Of the tools we used, we used the following:
- ClickHouse - a column database for storing user events;
- Redash - a tool for writing SQL queries and basic visualization;
- Superset - a complete BI system;
- Jupyter Lab - an environment for writing code in Python;
- GitLab - a repository for storing code;
- Airflow - a tool for automating work tasks and launching them according to the schedule. We were given a database with two tables: feed_actions and message_actions. As it is clear from their names - the first one contained information about users (columns - user_id, post_id, action, time, gender, age, country, city, os, source, exp_group ), and the second - about user interaction (columns - user_id, reciever_id, time, source, exp_group, gender, age, country, city, os).
Our first step is to create dashboards, from which we can already visually do the first analysis of our data and present it to our colleagues. As I showed above, we did it in Superset, but you can easily adapt it to other BI systems.
The first dashboard will be called Newsfeed - basic.
We will start to fill it with graphs. So click on the plus sign in the upper right corner and you will see a menu. From it select the chart.
Next, go to the window where we need to select the table for analysis and type of chart. Usually for the analyst it is necessary to study the changes in the data over time. As they said in the lectures - it’s important for the analyst to answer the first question - ”How much?” To do this, you can use metrics of user activity for a specific period: per day (daily active users - DAU), per week (weekly active users - WAU) or per month (monthly active users - MAU). That’s why we choose: Evolution - Line Chart and click in the lower right corner create new chart.
After that, we get to the window of work with the schedule, which is typical for many BI systems:
In the Time range floor we click on no filter. We choose the previous.

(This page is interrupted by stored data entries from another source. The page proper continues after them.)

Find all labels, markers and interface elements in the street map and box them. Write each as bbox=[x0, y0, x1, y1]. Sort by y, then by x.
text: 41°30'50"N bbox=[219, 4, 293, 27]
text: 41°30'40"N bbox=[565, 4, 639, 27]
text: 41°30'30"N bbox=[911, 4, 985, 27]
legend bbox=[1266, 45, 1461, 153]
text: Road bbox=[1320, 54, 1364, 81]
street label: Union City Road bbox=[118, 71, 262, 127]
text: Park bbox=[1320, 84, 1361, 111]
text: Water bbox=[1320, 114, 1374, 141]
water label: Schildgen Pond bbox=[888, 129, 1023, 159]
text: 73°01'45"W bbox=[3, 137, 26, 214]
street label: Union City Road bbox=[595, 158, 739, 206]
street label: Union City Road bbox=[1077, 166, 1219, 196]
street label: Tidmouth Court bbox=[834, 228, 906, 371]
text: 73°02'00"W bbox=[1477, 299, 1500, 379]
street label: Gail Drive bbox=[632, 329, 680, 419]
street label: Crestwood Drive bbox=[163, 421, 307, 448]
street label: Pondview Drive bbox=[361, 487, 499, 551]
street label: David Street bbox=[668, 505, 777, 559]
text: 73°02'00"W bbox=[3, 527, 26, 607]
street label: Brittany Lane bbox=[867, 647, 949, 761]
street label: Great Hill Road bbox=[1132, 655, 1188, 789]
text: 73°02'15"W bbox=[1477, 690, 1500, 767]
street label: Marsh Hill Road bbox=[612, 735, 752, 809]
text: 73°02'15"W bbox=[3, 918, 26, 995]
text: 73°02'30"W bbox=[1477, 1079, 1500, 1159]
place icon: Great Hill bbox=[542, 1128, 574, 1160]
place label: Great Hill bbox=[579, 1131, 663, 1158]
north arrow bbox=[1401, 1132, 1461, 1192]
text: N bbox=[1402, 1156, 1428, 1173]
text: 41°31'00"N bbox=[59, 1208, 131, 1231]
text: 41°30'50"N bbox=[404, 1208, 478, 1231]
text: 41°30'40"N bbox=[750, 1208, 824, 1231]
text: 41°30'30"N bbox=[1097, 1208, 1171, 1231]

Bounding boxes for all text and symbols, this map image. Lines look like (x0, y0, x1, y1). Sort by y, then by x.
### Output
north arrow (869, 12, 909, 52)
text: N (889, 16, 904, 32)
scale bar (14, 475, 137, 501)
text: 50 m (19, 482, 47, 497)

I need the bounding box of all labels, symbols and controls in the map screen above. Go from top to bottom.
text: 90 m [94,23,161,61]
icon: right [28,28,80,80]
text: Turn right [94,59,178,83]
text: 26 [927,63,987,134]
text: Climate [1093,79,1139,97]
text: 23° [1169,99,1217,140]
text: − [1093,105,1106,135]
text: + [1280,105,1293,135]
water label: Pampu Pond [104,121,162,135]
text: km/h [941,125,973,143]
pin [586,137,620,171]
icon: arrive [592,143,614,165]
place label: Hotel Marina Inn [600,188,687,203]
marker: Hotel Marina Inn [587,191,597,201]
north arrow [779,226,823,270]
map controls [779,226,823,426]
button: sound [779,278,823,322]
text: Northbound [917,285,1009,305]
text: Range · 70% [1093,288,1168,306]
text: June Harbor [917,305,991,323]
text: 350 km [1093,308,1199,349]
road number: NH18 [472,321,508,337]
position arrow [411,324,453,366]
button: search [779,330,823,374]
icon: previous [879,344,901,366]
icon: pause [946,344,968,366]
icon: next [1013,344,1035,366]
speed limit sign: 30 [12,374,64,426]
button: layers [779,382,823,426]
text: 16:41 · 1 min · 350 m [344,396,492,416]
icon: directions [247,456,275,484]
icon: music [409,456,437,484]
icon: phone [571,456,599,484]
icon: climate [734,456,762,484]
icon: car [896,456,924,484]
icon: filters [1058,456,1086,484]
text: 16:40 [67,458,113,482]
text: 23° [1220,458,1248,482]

In the second step, we select the previous month and press apply.
To calculate, go to the metrics field, go to the simple tab, select the user_id column and for count_dictinct and click save.
After that in the big window we press run query. As a result, we get the first graph.
After a little edit the name of the legend again by going to the metric and clicking on the pencil. Let’s call our data - unique users.
Next, save our graph to the dashboard by clicking save and entering the name of the graph and the dashboard where you want to save it.
Now you can either repeat all the previous steps or in the same graph in the time green field change the period to weeks. Now we will get the number of unique users by weeks.
Now, when saving, select Save as and name our graph as WAU
With the monthly schedule, you must explicitly set the time interval. This is done by selecting Range Type - Custom and Start - Specific Data/Time. After that, select the date.
We also save the graph on the dashboard as a MAU. Now we have three graphs on our dashboard.
In the dashboard itself, we’ll add a subheading, Audience Data, which will allow our data not to get mixed up.
With the help of these graphs we have answered the first question - ”how much? Now, since our users are interacting, we can go deeper and look at the target metrics. Let’s do the same steps as before, choose the same linear graph. But now the construction method itself will be different. We will consider the development of the previous month. Let’s select the user_id field again, but now we will do it with count instead of count_distinct.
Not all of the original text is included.